The Hawk Flies High is the kind of jazz classic that students are required to study in college. Filled with memorable melodies, exciting interplay, and furious solos, there is no doubt that this was a landmark jazz album. For its 50th anniversary, Riverside has thankfully revived this classic record with a much needed  re-mastering, providing a greater balance between the players.  Most of the songs on the record were recent compositions, some of which were written by the band members themselves, though  “Laura,” an old standard, is included towards the center of the six-track album. Tunes such as “Juicy Fruit” and “Blue Lights,” demonstrate how Hawkins’ brilliant powers as an improviser could hold up to more modern material. “Philly” Joe Jones lays down the solid drumming to anchor the sometimes wandering musical leads, and Oscar Pettiford’s bass lines provide a dynamic counterpoint to the brass.

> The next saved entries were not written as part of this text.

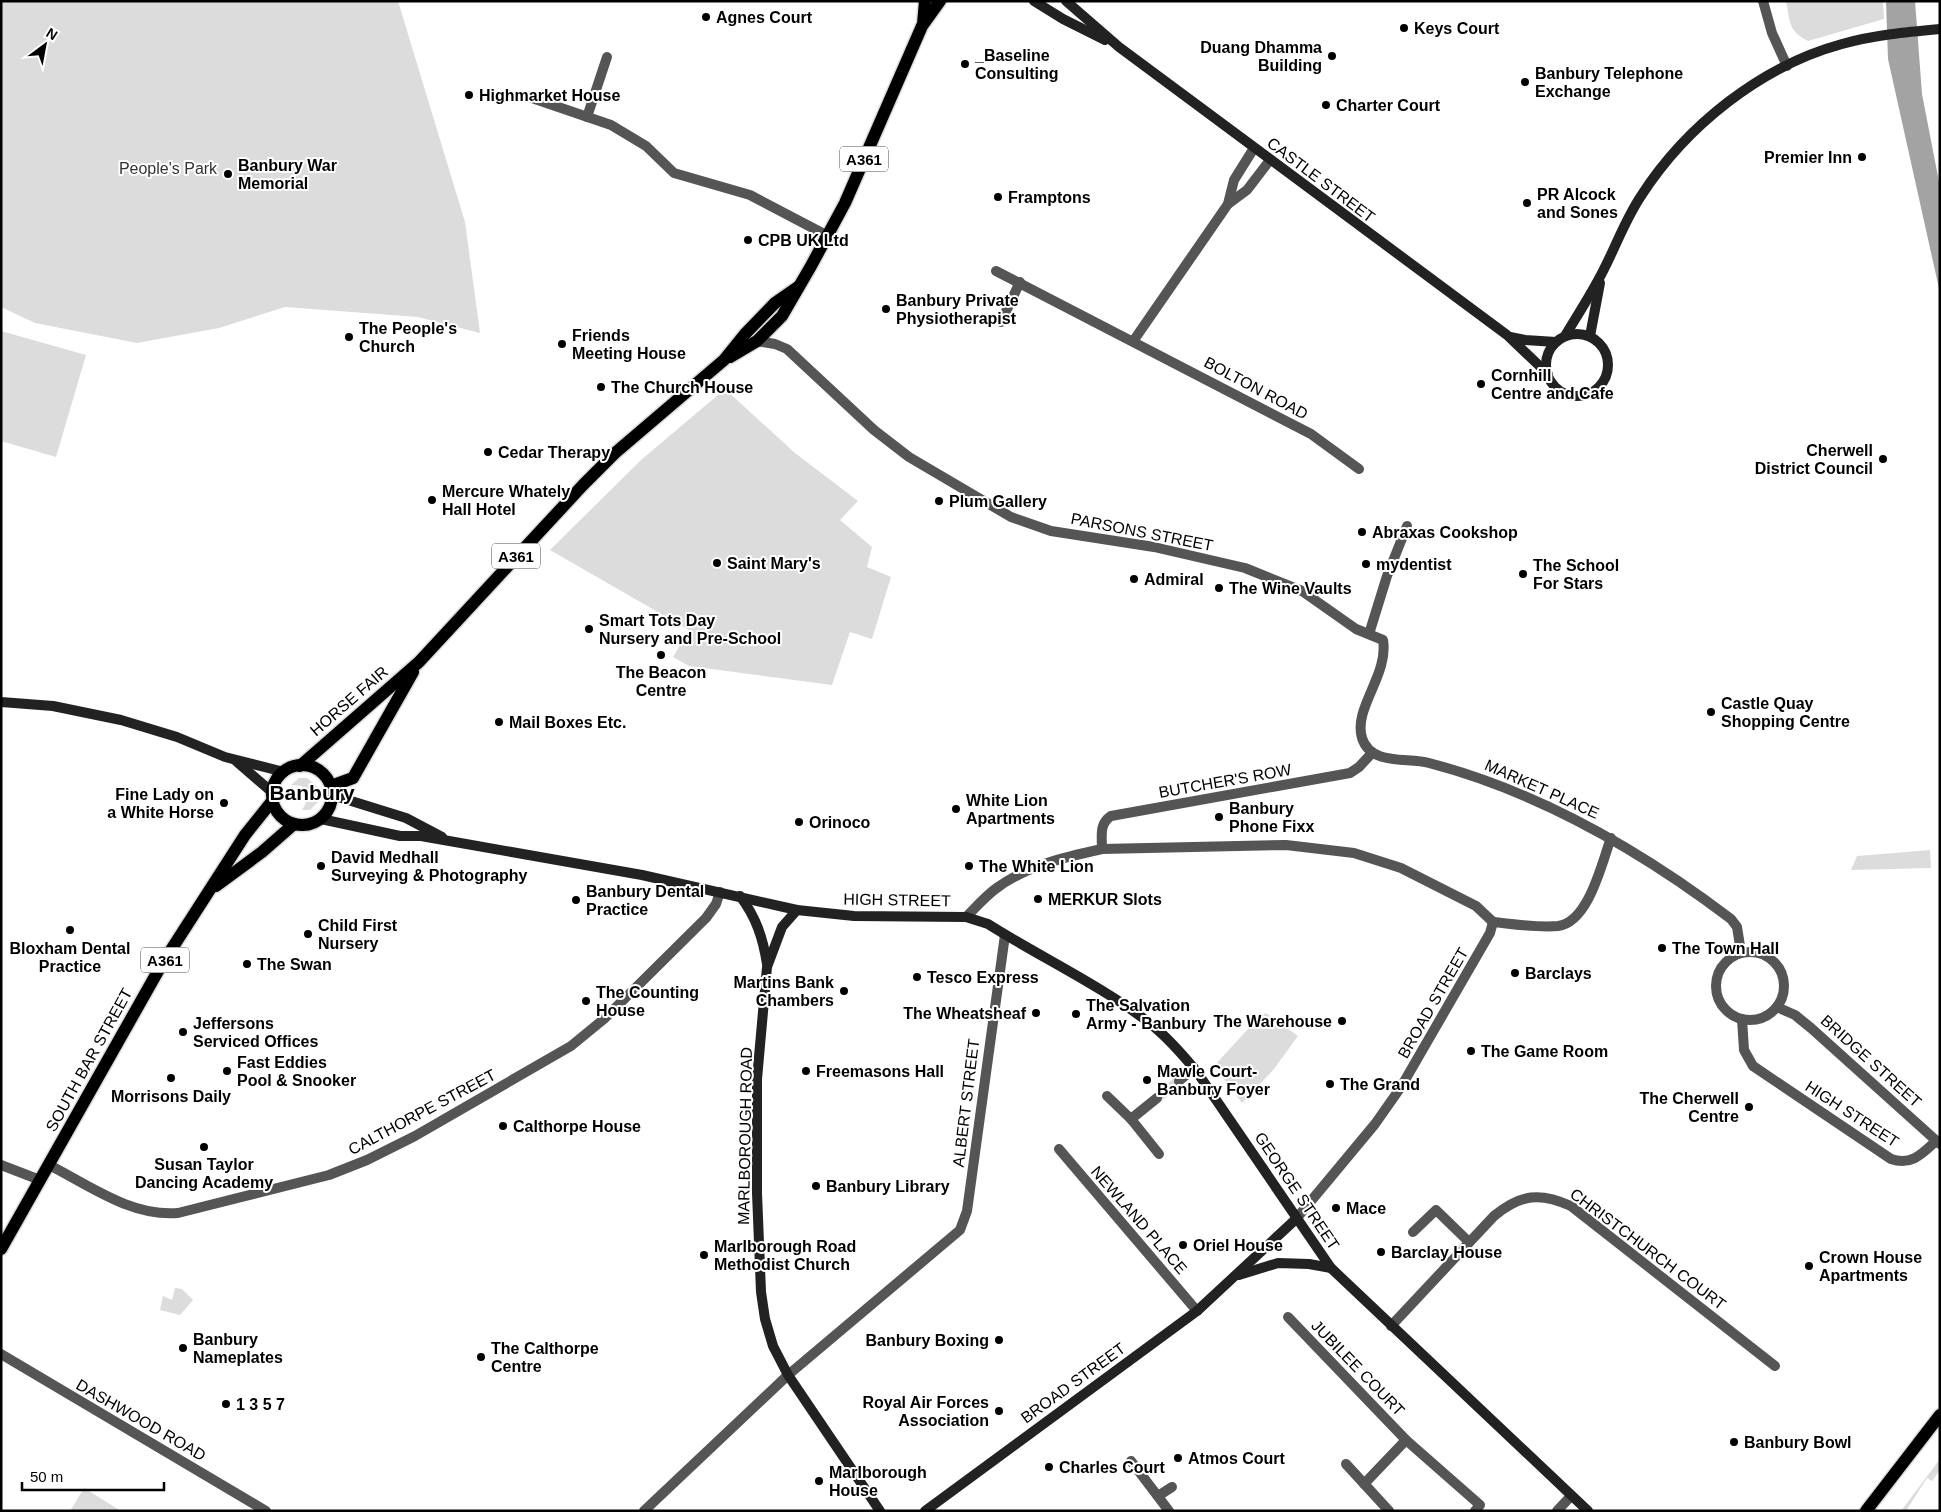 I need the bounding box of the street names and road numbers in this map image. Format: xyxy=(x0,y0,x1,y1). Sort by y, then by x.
street label: CASTLE STREET xyxy=(1264,134,1378,226)
road number: A361 xyxy=(840,146,888,172)
street label: BOLTON ROAD xyxy=(1201,354,1311,422)
street label: PARSONS STREET xyxy=(1069,510,1215,554)
road number: A361 xyxy=(492,544,540,568)
street label: HORSE FAIR xyxy=(307,663,391,739)
street label: MARKET PLACE xyxy=(1482,756,1602,822)
street label: BUTCHER'S ROW xyxy=(1157,761,1294,801)
street label: HIGH STREET xyxy=(843,891,951,909)
street label: BROAD STREET xyxy=(1395,945,1472,1061)
road number: A361 xyxy=(141,948,189,972)
street label: SOUTH BAR STREET xyxy=(43,985,136,1134)
street label: BRIDGE STREET xyxy=(1817,1012,1925,1111)
street label: ALBERT STREET xyxy=(950,1038,982,1168)
street label: MARLBOROUGH ROAD xyxy=(735,1047,755,1225)
street label: CALTHORPE STREET xyxy=(346,1066,499,1158)
street label: HIGH STREET xyxy=(1802,1078,1902,1151)
street label: GEORGE STREET xyxy=(1251,1129,1343,1253)
street label: NEWLAND PLACE xyxy=(1088,1163,1190,1277)
street label: CHRISTCHURCH COURT xyxy=(1567,1185,1729,1313)
street label: JUBILEE COURT xyxy=(1308,1317,1408,1419)
street label: BROAD STREET xyxy=(1018,1339,1129,1426)
street label: DASHWOOD ROAD xyxy=(73,1376,209,1464)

Hawkins allows each of the players ample opportunities to show their stuff. Barry Galbraith’s guitar solo in “Blue Lights” stands out, and is a bit unusual for a combo recording in 1957. Trumpeter Idrees Sulieman, on one of the strangest moments of the record, manages to hold one note on his trumpet for nearly a minute in his own composition, “Juicy Fruit,” while Hank Jones bangs away on his piano, and the rest of band comes around to a mellow resolution. Particularly on the 11-minute long song, one might think the solos would be overkill, but  the pace never drags however, and each musician can hold his own.  While flirting with such oddities, the record is remarkably consistent in quality, and balances ballads with up-tempo jams.

Those already acquainted with The Hawk Flies High  will appreciate the increased clarity brought to these tunes by the remastering. Truly an important record, one can here the influence  of Hawkins on so many other saxophonists whose reputations are more well known outside of jazz circles. Hawk offers one of the finest records of the era, a swing influenced, bebop record that still sounds fresh over half a century later.